Empecemos por lo primero: resulta que Samuel García se ha negado a publicar diversos acuerdos que se han tomado en el Congreso como una medida de defensa por estar en desacuerdo con tales decisiones, principalmente, las que reducen sus facultades. Tal hecho lo ha interpretado el Congreso como un acto de confrontación.
Por lo tanto, ante la negación de publicar sus acuerdos, el Congreso de Nuevo León ha buscado una forma de prescindir del ejecutivo para su publicación en el Periódico Oficial del Estado de Nuevo León (POE) y, por ende, causen vigencia.
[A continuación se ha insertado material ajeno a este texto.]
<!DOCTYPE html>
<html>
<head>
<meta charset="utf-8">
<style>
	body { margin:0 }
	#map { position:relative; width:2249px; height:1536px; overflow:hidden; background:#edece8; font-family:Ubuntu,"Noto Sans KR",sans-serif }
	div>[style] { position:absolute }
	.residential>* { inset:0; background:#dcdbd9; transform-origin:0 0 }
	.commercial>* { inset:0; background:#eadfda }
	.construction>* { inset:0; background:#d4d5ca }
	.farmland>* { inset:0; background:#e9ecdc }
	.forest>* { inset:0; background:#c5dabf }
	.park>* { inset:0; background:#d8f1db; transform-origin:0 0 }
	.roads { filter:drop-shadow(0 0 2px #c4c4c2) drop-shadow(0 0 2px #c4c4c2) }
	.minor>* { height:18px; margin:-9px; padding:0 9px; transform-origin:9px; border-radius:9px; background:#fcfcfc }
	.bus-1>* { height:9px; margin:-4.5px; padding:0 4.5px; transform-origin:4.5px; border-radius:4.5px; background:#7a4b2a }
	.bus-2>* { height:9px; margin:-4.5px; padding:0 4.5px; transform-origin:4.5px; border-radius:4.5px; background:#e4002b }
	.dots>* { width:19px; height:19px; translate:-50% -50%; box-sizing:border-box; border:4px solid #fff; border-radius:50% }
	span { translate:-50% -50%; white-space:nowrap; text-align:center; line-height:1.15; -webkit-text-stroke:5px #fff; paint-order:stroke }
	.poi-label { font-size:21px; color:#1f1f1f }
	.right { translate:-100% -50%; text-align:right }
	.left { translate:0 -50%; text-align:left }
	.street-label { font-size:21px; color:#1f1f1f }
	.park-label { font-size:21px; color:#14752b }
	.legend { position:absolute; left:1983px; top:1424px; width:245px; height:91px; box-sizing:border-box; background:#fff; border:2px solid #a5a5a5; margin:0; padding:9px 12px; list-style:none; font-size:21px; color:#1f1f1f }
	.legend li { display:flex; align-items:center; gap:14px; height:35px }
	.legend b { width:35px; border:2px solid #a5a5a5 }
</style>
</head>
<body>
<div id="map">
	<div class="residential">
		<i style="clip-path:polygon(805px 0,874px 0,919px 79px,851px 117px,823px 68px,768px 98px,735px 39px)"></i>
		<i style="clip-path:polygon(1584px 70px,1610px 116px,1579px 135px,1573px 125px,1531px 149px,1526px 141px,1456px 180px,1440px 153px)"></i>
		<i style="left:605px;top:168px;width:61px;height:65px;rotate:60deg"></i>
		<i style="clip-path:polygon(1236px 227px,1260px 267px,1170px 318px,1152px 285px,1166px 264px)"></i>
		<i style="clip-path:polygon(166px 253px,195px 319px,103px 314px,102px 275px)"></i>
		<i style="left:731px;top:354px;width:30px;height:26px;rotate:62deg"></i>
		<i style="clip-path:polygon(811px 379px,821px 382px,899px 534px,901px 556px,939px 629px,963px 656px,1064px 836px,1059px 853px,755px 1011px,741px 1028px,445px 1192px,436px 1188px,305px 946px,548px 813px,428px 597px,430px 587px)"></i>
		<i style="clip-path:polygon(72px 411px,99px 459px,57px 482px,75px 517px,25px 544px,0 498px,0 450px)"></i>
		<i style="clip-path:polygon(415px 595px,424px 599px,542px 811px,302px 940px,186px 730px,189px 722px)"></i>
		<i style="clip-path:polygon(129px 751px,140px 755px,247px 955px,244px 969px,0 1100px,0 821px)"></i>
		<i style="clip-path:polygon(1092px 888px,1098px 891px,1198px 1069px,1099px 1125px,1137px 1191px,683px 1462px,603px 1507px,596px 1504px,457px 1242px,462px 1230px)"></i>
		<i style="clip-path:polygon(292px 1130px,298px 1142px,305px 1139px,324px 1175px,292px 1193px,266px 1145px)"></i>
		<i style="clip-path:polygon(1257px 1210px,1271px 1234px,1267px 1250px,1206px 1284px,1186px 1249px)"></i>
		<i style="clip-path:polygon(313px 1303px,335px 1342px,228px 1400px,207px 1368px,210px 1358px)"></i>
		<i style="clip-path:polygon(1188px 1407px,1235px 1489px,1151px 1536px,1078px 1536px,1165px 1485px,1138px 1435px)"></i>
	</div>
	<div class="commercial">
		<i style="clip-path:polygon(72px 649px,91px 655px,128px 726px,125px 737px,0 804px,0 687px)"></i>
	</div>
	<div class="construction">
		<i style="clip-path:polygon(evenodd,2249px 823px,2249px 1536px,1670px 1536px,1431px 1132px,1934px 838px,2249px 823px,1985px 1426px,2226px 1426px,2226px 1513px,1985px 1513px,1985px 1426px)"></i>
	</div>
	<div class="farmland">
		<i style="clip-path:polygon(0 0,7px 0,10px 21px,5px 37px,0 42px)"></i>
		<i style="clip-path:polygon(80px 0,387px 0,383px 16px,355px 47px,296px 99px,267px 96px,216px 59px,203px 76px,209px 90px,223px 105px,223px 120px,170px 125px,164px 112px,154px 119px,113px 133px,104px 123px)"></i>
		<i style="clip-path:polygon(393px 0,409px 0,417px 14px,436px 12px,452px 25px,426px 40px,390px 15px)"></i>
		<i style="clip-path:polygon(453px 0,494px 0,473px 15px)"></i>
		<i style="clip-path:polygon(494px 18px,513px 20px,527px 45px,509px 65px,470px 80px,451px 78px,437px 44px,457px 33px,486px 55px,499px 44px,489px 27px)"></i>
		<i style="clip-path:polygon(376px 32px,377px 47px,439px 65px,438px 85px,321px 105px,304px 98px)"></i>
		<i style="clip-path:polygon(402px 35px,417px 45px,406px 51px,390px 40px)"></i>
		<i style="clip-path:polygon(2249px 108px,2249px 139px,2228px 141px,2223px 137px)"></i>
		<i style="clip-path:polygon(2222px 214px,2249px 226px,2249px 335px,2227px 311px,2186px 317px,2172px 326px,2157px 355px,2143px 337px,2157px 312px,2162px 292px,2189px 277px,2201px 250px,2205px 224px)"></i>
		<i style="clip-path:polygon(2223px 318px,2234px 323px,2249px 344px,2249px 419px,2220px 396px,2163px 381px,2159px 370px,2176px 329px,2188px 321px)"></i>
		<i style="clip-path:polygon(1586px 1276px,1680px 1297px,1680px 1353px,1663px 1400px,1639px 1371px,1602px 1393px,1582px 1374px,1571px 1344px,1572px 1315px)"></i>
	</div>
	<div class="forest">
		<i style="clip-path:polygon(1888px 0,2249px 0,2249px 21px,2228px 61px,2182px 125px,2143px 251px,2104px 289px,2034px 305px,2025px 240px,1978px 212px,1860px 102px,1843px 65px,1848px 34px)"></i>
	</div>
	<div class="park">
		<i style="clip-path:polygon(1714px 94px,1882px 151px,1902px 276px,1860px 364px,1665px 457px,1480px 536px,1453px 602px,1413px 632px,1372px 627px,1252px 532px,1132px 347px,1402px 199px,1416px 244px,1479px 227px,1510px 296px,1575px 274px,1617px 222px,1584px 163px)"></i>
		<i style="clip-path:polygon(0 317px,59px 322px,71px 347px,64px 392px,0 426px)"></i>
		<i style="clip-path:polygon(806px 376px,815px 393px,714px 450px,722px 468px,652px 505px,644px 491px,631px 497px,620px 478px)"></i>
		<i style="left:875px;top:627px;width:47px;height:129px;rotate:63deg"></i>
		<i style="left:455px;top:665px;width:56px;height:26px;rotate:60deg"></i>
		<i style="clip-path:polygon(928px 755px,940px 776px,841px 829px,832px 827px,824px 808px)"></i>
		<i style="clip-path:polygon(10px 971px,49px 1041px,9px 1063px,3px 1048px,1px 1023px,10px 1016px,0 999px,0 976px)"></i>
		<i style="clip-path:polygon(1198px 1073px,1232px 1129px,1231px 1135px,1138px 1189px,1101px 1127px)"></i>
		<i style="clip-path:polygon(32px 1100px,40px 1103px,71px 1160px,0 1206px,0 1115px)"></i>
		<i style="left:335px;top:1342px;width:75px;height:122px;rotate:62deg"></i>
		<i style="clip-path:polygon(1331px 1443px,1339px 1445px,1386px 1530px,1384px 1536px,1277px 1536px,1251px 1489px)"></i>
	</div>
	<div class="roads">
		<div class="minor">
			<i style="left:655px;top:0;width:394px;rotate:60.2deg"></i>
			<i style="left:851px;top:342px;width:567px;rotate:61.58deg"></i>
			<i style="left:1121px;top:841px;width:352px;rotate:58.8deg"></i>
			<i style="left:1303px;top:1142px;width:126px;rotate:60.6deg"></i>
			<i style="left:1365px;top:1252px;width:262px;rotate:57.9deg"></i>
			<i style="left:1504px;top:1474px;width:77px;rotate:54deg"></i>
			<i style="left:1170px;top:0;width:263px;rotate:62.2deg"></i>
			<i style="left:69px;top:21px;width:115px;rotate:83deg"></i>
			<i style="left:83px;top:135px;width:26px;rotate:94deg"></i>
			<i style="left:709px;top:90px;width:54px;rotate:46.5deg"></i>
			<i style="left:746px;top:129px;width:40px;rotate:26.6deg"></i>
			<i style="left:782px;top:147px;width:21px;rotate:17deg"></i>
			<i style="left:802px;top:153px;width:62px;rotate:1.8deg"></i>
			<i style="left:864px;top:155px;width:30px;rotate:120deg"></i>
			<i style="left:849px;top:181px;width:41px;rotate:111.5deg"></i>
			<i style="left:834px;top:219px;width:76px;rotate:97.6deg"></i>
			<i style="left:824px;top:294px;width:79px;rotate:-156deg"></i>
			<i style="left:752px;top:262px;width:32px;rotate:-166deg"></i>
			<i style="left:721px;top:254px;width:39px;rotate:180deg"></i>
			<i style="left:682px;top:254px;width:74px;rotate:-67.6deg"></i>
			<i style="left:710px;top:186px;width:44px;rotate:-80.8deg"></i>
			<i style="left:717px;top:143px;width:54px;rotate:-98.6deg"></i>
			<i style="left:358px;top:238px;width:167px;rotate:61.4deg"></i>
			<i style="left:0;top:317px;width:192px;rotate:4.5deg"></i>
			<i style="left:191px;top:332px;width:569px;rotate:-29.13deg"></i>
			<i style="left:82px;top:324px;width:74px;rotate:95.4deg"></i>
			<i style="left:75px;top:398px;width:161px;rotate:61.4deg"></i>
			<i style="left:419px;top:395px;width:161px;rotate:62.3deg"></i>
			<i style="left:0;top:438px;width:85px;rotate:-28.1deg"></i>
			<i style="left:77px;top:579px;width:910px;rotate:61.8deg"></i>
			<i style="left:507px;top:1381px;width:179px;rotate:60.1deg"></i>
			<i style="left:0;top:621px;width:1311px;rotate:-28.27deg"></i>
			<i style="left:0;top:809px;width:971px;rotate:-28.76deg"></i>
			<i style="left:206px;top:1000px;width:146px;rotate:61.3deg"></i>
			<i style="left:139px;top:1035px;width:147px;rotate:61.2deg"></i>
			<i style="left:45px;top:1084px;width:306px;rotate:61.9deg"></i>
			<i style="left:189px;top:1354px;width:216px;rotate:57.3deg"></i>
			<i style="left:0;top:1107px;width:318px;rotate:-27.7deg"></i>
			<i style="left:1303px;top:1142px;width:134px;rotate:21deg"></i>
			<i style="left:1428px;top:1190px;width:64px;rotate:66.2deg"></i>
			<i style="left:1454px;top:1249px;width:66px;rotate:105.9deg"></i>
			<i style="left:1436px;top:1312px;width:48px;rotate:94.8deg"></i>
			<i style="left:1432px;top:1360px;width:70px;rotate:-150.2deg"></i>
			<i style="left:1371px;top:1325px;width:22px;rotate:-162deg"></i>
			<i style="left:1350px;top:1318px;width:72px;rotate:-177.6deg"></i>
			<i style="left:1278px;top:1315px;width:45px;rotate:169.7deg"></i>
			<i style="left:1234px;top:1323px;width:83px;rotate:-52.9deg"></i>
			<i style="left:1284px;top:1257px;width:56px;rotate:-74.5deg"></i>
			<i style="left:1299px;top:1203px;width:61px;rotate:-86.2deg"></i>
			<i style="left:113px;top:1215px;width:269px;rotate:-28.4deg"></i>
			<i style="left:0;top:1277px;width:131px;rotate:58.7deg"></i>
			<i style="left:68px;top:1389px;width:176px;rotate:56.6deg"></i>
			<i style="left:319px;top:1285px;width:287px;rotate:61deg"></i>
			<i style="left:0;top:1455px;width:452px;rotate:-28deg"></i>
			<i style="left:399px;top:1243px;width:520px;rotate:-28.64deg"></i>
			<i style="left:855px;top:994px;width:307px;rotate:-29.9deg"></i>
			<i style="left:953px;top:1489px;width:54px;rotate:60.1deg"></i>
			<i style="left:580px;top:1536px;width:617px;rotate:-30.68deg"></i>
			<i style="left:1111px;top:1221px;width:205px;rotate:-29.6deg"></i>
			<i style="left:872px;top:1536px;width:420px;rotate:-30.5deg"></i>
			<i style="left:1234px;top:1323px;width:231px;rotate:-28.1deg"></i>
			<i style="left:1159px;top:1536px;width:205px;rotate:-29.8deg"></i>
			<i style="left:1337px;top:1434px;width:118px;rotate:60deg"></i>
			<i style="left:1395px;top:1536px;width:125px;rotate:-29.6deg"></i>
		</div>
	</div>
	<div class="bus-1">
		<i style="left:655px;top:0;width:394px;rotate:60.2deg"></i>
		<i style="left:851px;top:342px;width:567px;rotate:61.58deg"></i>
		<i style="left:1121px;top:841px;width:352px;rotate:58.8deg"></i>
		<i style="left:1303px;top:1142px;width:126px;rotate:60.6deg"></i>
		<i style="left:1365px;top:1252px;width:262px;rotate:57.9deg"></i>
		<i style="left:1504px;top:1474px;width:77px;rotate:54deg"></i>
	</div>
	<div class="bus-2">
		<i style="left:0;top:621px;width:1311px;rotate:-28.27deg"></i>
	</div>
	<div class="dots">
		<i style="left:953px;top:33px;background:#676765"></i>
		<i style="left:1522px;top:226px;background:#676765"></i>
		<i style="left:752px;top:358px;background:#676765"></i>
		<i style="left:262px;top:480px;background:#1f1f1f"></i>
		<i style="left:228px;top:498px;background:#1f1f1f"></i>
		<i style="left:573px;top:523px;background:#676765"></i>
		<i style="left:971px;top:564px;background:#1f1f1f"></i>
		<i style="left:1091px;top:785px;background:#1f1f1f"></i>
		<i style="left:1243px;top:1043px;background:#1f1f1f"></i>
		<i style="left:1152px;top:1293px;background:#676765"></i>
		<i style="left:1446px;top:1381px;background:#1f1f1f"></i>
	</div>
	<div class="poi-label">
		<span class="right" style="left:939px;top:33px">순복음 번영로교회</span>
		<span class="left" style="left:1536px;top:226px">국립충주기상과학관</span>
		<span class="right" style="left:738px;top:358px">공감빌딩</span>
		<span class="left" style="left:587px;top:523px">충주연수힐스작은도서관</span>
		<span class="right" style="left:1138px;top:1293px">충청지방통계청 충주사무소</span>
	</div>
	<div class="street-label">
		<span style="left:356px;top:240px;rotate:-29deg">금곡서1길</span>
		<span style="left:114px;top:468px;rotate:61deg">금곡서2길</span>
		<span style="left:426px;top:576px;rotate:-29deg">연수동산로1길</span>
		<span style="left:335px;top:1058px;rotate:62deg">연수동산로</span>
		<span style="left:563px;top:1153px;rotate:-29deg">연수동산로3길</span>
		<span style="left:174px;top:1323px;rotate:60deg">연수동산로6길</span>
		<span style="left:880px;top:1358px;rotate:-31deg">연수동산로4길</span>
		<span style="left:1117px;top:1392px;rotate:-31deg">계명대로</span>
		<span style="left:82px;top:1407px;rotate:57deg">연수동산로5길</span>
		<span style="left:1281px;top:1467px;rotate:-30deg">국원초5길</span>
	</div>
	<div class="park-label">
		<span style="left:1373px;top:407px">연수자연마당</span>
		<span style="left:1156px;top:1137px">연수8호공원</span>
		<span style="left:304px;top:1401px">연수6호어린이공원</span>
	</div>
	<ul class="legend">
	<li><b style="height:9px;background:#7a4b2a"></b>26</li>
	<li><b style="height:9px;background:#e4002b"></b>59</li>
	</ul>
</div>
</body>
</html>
Algunos de estos acuerdos son reformas a la constitución local, mediate aprobación de los decretos 340, 341 y 342.
Ahora, aquí entra el análisis constitucional, ya que el Congreso, mediante una sobreinterpretación del artículo 90, está convencido que sus acuerdos pueden ser vigentes sin la intervención del ejecutivo, ya que en dicho artículo se indica que en caso de que el ejecutivo incumpla con los plazos, la ley o decreto se considerará sancionado y el presidente del Congreso dará instrucción de ser publicado en el POE.
Ahora bien, la constitución local señala que la constitución puede ser reformada en cualquier momento (art. 211) y que el ejecutivo carece de facultades para hacer observaciones a reformas o adiciones a la constitución (art. 90, párrafo 3; art. 126, fracc. III; y art. 214).
Sin embargo, el proceso para que causen vigencia dichas reformas es un proceso en conjunto de los dos poderes. Requiere que sean promulgados, para que causen vigencia.
Por lo mismo, y acorde a la teoría jurídica, existe una diferencia entre la publicación y la promulgación. Esta última, es un reconocimiento formal del ejecutivo de lo que se ha aprobado en el Congreso; que es conforme a derecho y debe ser obedecido. Mientras que para la primera es el acto de hacer de conocimiento la ley o decreto aprobado.
Tan se sabe esto en el Congreso que, entre sus reformas a la constitución se encuentra el artículo 90, para añadir la palabra «promulgado».
Al final del día, nuestro sistema político es presidencialista, mas no parlamentario. Por tanto, el Congreso de Nuevo León no puede prescindir del ejecutivo para que sus acuerdos causen vigencia, como pretende ahora al publicar en su Gaceta sus reformas a la constitución y que rompen con toda la armonía del proceso legislativo.
Por la otra parte, el gobernador tampoco hace lo correcto con tener una postura de confrontación, como cuando declaró, en diciembre de 2022, que el Congreso no son sus padres, y no tiene por qué pedirles permiso para salir.
Ante este escenario, los únicos perdedores seguimos siendo los ciudadanos. De lo anterior, se concluye que algo está mal en la constitución y las leyes ¿Cómo es posible que se pueda hacer y deshacer la constitución de Nuevo León dependiendo del estado de ánimo de la mayoría que integra el Congreso (en este caso particular: PRI y PAN)?
Por todo, deberá ser la Suprema Corte de Justicia de la Nación (SCJN) la que determine, mediante Controversia Constitucional, si el gobernador o el Congreso de Nuevo León están en lo correcto. Ojalá su decisión sea acorde a los parámetros constitucionales; que emita una decisión real y que determine si es justificable el actuar discrecional del Congreso.